The story began almost two years ago. Bacon, according to city records, went to Finance Director Elizabeth Bauer’s office in CIty Hall on Feb. 27, 2017, and talked about a recent audit.
According to Bauer’s written statement about the encounter: “Then he proceeded to tell me the Koran says that in Saudi Arabia, if you are a married woman walking down the street with your children and you get kidnapped — you become the property of the person that kidnapped you — even if you are married. Then the kidnapper makes you their sex slave. Then he asked what I thought about that. I didn’t answer. Then he asked me again. I said I don’t talk about religion. He said he was not talking about religion. I said well you started this by asking if I follow the Koran.”

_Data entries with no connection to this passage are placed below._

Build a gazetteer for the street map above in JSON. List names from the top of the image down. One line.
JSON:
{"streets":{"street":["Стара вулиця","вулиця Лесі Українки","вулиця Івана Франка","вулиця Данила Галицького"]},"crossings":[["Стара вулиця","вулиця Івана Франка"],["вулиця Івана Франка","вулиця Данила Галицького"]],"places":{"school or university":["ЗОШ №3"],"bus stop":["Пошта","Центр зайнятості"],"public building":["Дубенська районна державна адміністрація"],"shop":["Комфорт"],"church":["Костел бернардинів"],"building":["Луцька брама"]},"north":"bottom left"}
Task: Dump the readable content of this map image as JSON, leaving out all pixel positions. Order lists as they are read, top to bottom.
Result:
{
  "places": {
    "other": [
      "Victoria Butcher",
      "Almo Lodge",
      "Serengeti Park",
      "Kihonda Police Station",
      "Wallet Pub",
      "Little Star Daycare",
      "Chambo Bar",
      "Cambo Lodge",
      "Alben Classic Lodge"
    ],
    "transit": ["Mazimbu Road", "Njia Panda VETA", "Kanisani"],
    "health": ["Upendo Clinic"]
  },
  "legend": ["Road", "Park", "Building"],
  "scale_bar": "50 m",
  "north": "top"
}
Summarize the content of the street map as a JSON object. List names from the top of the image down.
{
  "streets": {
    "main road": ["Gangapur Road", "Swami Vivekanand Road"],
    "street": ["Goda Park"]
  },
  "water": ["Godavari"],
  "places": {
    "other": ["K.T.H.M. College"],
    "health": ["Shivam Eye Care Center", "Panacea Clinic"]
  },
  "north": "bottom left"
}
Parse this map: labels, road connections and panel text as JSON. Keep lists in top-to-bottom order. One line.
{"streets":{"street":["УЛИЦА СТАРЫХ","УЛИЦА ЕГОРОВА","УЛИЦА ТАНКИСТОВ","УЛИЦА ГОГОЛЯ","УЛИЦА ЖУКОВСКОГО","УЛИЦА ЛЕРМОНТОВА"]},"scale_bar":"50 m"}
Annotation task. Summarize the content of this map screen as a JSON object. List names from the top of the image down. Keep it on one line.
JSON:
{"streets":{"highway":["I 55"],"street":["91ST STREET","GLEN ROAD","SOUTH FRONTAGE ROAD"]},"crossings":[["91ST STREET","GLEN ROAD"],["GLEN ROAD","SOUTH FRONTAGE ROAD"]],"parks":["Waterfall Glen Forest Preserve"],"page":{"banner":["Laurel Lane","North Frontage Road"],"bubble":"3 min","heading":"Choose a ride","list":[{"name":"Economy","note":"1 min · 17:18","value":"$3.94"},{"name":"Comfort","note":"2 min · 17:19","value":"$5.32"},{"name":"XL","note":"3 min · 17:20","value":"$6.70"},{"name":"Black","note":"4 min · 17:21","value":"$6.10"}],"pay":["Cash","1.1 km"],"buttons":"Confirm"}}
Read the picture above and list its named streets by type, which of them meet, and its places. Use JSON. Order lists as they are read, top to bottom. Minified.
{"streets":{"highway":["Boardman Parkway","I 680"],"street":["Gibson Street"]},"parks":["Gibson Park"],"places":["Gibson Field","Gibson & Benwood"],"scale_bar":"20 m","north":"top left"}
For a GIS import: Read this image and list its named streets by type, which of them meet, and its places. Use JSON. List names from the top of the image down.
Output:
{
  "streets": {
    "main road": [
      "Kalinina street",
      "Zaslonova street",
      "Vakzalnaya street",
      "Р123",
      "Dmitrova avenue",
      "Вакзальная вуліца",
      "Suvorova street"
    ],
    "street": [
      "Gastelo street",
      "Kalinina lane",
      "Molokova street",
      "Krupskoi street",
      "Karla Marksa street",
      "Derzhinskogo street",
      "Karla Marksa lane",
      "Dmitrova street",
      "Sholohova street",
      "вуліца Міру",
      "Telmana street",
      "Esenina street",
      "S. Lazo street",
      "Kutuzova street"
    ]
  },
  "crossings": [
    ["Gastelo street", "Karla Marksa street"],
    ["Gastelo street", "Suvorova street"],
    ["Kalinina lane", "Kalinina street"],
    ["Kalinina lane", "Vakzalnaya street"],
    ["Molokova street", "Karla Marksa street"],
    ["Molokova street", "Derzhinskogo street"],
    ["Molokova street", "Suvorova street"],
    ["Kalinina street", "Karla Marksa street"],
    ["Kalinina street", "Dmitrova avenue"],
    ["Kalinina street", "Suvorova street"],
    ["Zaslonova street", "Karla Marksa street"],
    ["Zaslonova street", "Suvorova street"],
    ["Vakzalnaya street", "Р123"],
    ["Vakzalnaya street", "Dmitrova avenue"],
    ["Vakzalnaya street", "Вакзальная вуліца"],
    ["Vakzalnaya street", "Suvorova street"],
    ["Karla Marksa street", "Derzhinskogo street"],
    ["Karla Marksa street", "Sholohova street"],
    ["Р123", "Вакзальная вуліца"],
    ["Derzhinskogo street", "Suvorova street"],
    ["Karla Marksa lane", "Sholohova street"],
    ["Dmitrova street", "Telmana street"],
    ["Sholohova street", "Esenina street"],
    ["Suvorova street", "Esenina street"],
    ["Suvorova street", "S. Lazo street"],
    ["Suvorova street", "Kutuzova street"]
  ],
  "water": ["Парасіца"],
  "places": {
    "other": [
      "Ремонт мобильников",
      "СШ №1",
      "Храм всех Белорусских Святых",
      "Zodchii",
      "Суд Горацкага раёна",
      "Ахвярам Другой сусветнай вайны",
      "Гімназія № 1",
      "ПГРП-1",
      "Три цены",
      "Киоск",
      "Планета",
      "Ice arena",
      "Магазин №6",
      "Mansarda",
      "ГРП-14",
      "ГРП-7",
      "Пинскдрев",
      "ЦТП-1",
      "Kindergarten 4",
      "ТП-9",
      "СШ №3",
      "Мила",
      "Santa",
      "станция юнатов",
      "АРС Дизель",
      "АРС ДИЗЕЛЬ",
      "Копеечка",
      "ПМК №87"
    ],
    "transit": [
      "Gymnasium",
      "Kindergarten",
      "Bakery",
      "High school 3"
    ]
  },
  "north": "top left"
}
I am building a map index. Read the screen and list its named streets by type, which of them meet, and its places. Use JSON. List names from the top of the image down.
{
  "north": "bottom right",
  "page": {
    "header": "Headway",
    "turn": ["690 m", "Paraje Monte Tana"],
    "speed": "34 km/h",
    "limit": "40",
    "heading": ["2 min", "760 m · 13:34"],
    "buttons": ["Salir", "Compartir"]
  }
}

Bauer later told City Manager Ron McLemore about Bacon’s remarks. McLemore also wrote his own account of her complaint.
Bauer later noted McLemore and City Attorney Kurt Ardaman promised they would “talk to Mr. Bacon.”
After a few days had passed, Bauer raised the matter again with McLemore.
“I would like Ron and/or the City Attorney to talk to Mr. Bacon asap so I don’t have to worry everyday that he may come to my office or anywhere else and talk to me in a sexually harrassing [sic] way again,” she wrote, in a follow-up statement.
Weeks later, Bacon met with Ardaman to discuss his conversation with Bauer.
“Council Member Stephen Bacon acknowledges the substance of and apologizes for his conversation with Liz Bauer that occurred on February 27, 2017,” Ardaman wrote.
Ardaman further noted, “Council Member Bacon understands that he should not have made the statements he made to Ms. Bauer and will not make such statements to either her or others in the future.”
Fast-forward to fall 2018
DeBary Information Technology Director and Records Manager Eric Frankton provided a summary of a visit at City Hall, during which Bacon asked Frankton to work on Bacon’s personal computer.
“Mr. Bacon went into my office and put his personal computer on my desk. I stood in the doorway and would not enter my office. I attempted to explain that it was starting to blur the line between what is acceptable and not,” Frankton wrote about the Sept. 24, 2018, incident.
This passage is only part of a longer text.